--- EXERCISE DESCRIPTION ---
Every line below that holds the word "controls" must be listed.
++++ DATA FOR THIS EXERCISE ++++
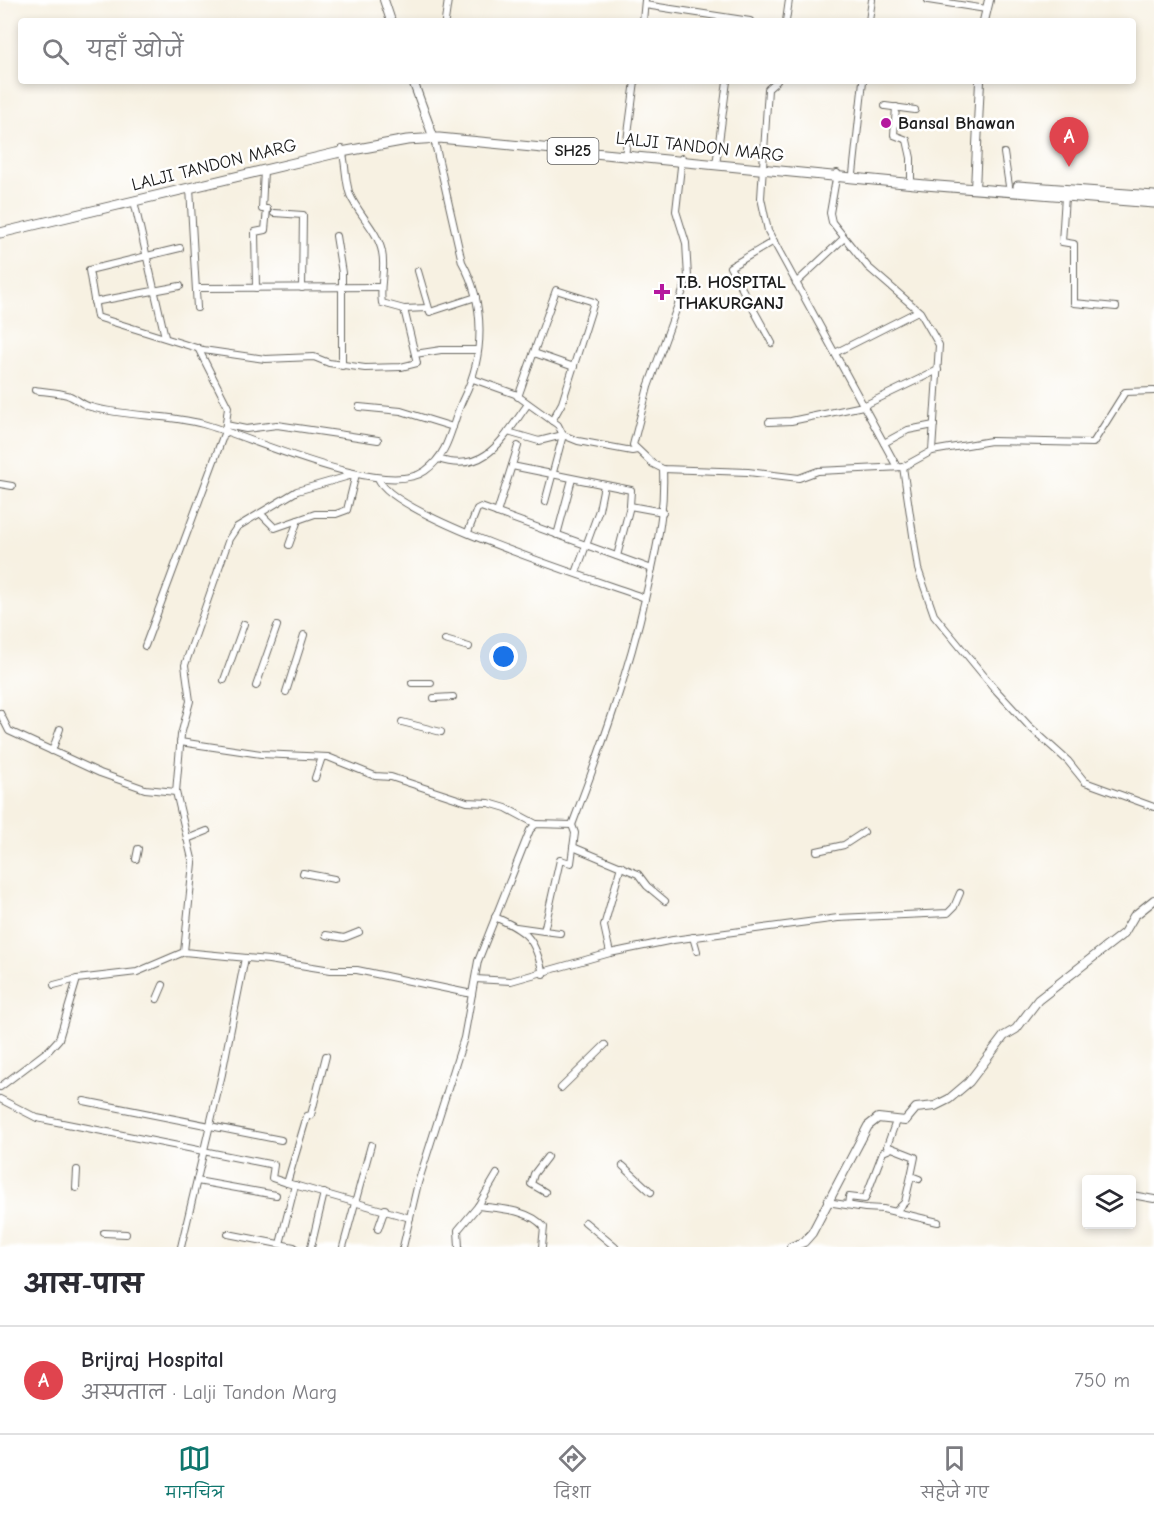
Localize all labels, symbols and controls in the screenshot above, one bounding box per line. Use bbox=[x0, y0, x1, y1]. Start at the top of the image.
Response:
search box bbox=[18, 18, 1136, 84]
icon: search bbox=[39, 35, 72, 68]
text: यहाँ खोजें bbox=[87, 37, 183, 63]
place label: Bansal Bhawan bbox=[898, 113, 1015, 134]
marker: Bansal Bhawan bbox=[879, 116, 893, 130]
pin: A bbox=[1050, 118, 1088, 167]
street label: LALJI TANDON MARG bbox=[615, 128, 785, 166]
street label: LALJI TANDON MARG bbox=[129, 134, 299, 196]
road number: SH25 bbox=[548, 138, 598, 164]
place label: T.B. HOSPITAL THAKURGANJ bbox=[676, 272, 786, 314]
marker: T.B. HOSPITAL THAKURGANJ bbox=[653, 283, 671, 301]
your location bbox=[489, 642, 518, 671]
map controls bbox=[1082, 1175, 1136, 1229]
button: layers bbox=[1082, 1175, 1136, 1229]
text: आस-पास bbox=[24, 1270, 143, 1300]
text: Brijraj Hospital bbox=[81, 1347, 224, 1373]
text: A bbox=[38, 1369, 49, 1392]
text: 750 m bbox=[1074, 1369, 1130, 1392]
text: अस्पताल · Lalji Tandon Marg bbox=[81, 1381, 337, 1404]
tab: मानचित्र bbox=[165, 1442, 224, 1510]
tab: दिशा bbox=[554, 1442, 591, 1510]
tab: सहेजे गए bbox=[921, 1442, 989, 1510]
++++
--- EXPECTED ANSWER ---
Localize all labels, symbols and controls in the screenshot above, one bounding box per line. Use bbox=[x0, y0, x1, y1]. Start at the top of the image.
map controls bbox=[1082, 1175, 1136, 1229]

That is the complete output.